The United Nations Climate Change Summit, commonly called the 28th Conference of the Parties (COP28), mobilized financing of more than US$ 83 billion, equivalent to Rp 1.28 quadrillion, in the first five days of the meeting. The funding is for sectors addressing the impacts and mitigation of climate change.

Governments, businesses, investors, and philanthropies have announced the funding to address the damage and prevent the impacts of climate change.

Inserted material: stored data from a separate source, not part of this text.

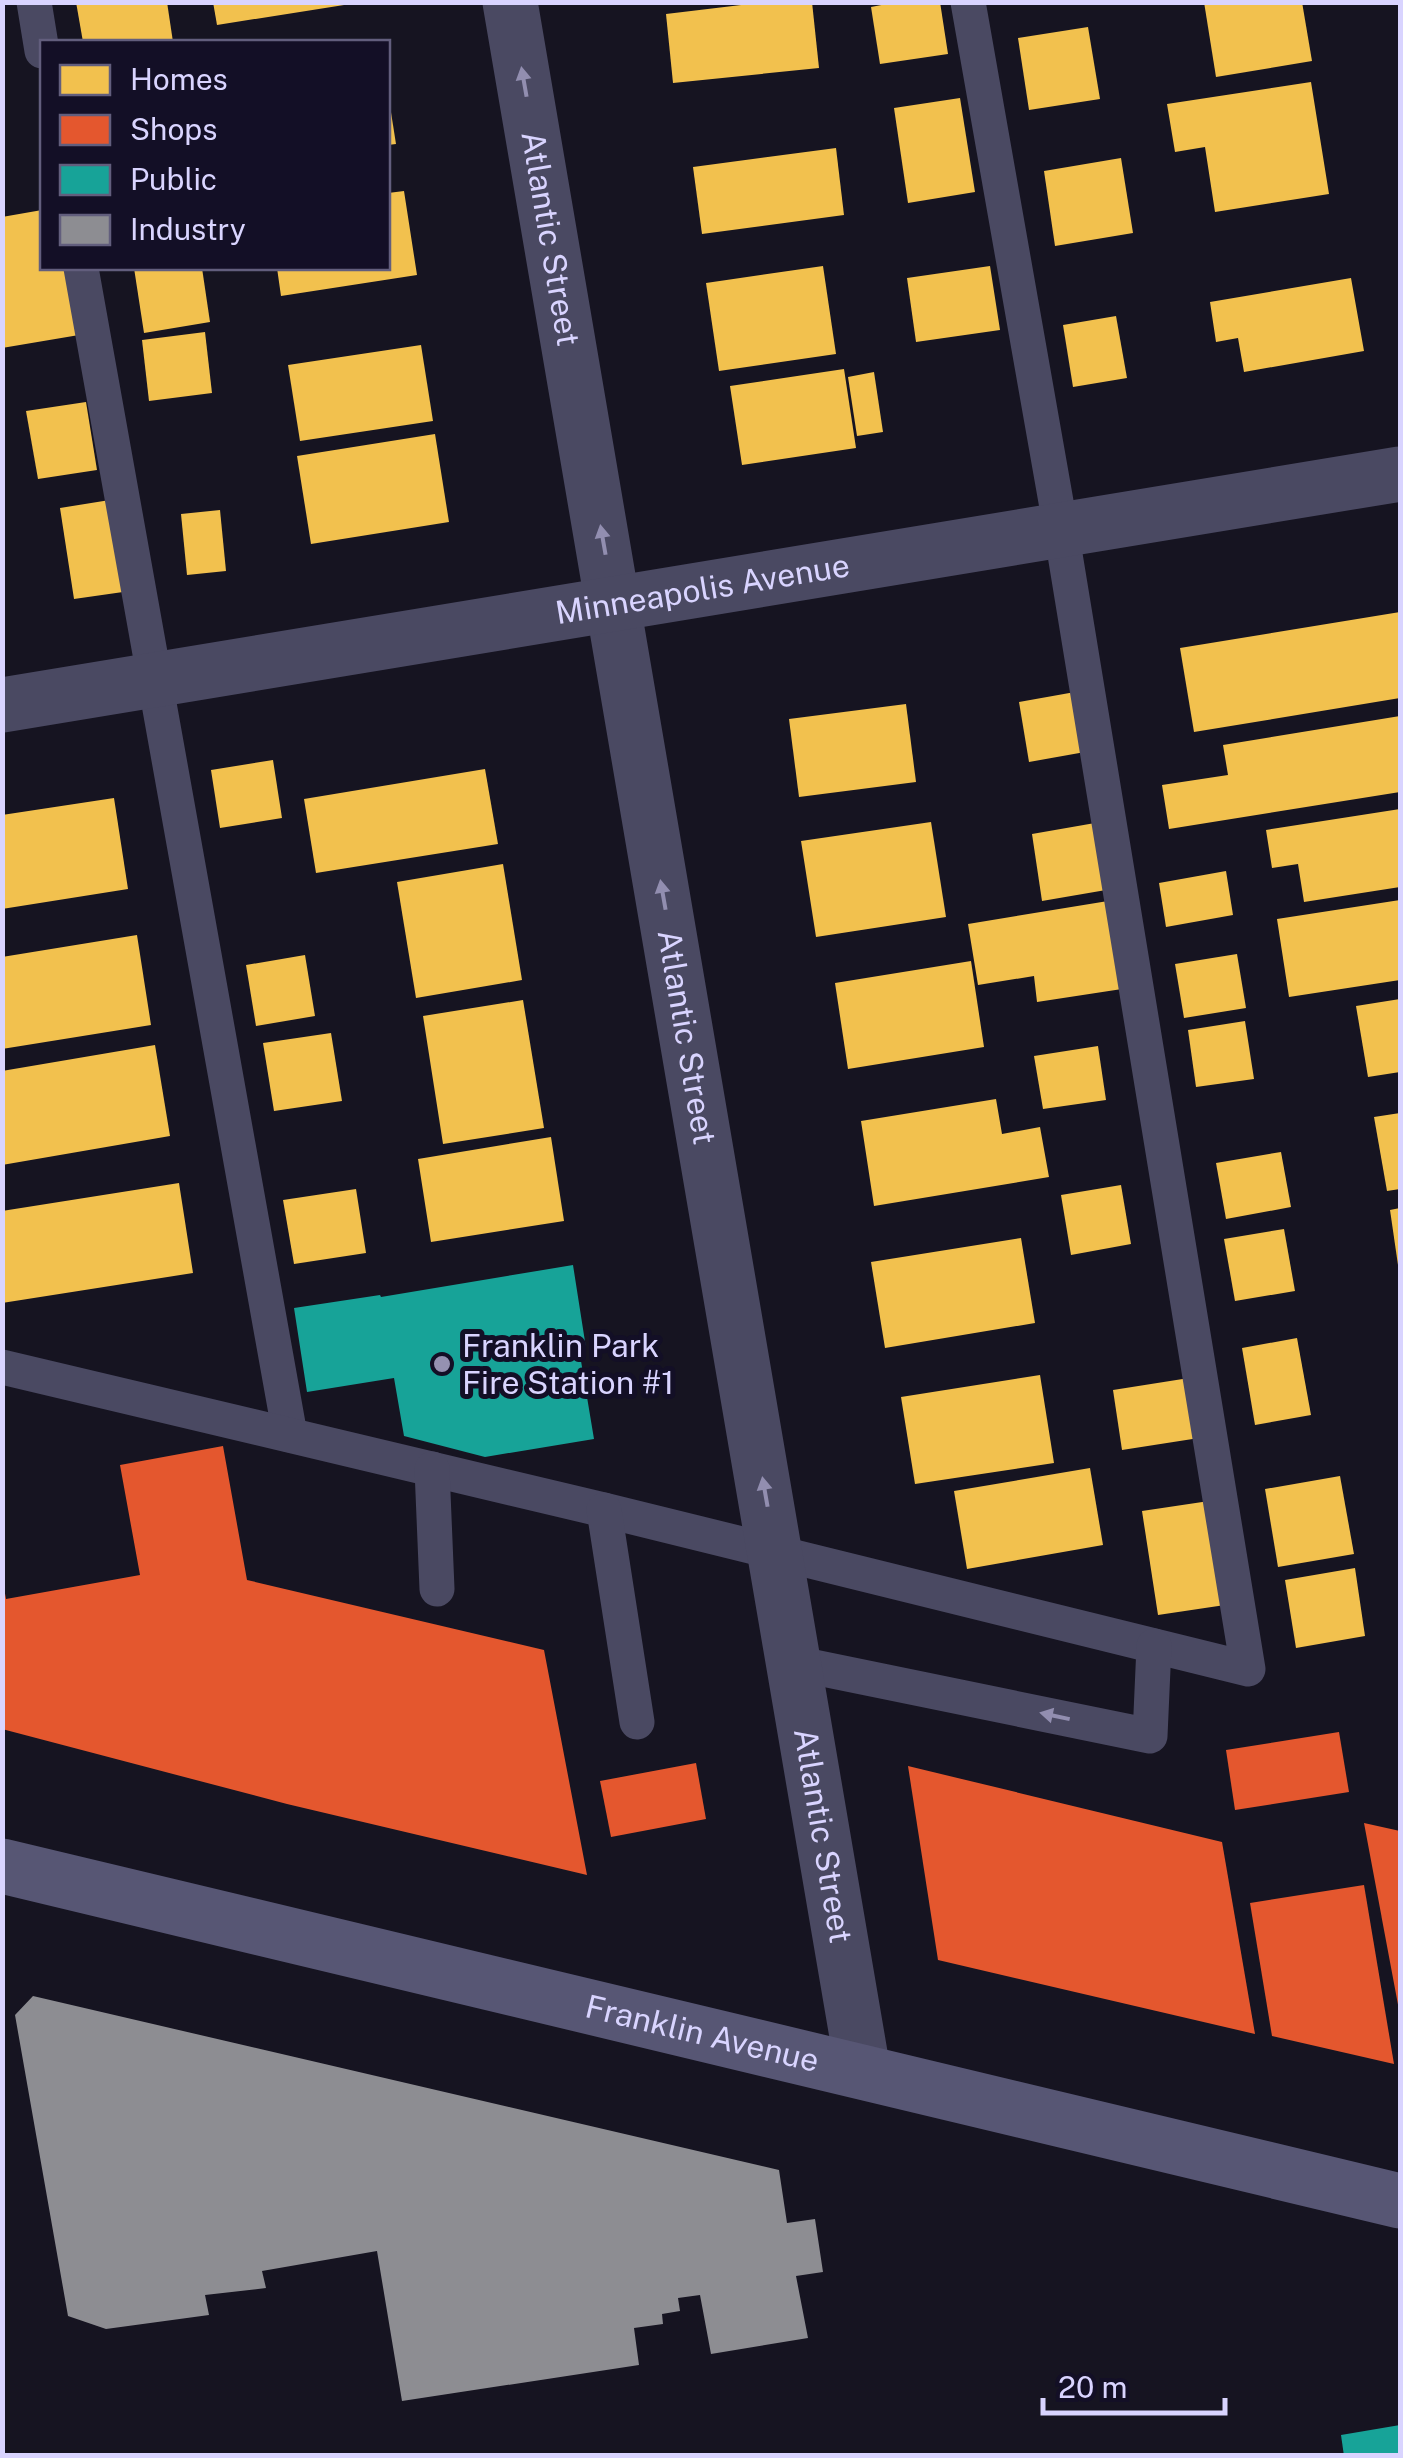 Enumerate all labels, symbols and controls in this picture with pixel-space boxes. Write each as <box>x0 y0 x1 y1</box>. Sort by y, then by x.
legend <box>40 40 390 270</box>
text: Homes <box>130 61 228 97</box>
one-way arrow <box>515 66 531 97</box>
text: Shops <box>130 111 217 147</box>
street label: Atlantic Street <box>514 128 587 349</box>
text: Public <box>130 161 217 197</box>
text: Industry <box>130 211 246 247</box>
one-way arrow <box>595 524 610 556</box>
street label: Minneapolis Avenue <box>553 546 852 631</box>
one-way arrow <box>655 879 670 910</box>
street label: Atlantic Street <box>651 927 724 1147</box>
place label: Franklin Park Fire Station #1 <box>462 1327 674 1401</box>
marker: Franklin Park Fire Station #1 <box>431 1353 453 1375</box>
one-way arrow <box>757 1475 772 1507</box>
one-way arrow <box>1039 1708 1070 1724</box>
street label: Atlantic Street <box>787 1725 860 1946</box>
street label: Franklin Avenue <box>582 1987 823 2079</box>
scale bar <box>1043 2353 1226 2415</box>
text: 20 m <box>1058 2369 1127 2405</box>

“The COP28 event is also the first declaration on the transformation of food and health systems, plus declarations on renewable energy and efficiency, as well as initiatives to reduce heavy emitting industries,” wrote the COP28 press release received by, Thursday (7/12).

The climate funding is:

  • The United Arab Emirates (UAE) has launched the US$30 billion ALTÉRRA fund. This fund emphasizes unlocking private finance in countries of the South. The UAE also announced US$ 200 million in funding for SDRs and US$ 150 million for water security.
  • The World Bank has announced an annual increase in funding for climate change-related projects by US$ 9 billion.
  • Loss and damage funds or compensation for damage due to climate change reached US$ 726 million, pledged by several countries.
  • Green Climate Fund worth US$ 3.5 billion
  • A health fund to address climate change-related diseases of US$ 2.7 billion.
  • The adaptation fund was set up at US$ 133.6 million.
  • Fund for Least Developed Countries (LDCs) of US$ 129.3 million.
  • A particular Climate Change Fund set up at US$ 31 million
  • Multilateral Development Banks (MDBs) announced a cumulative increase of more than $22.6 billion for climate action.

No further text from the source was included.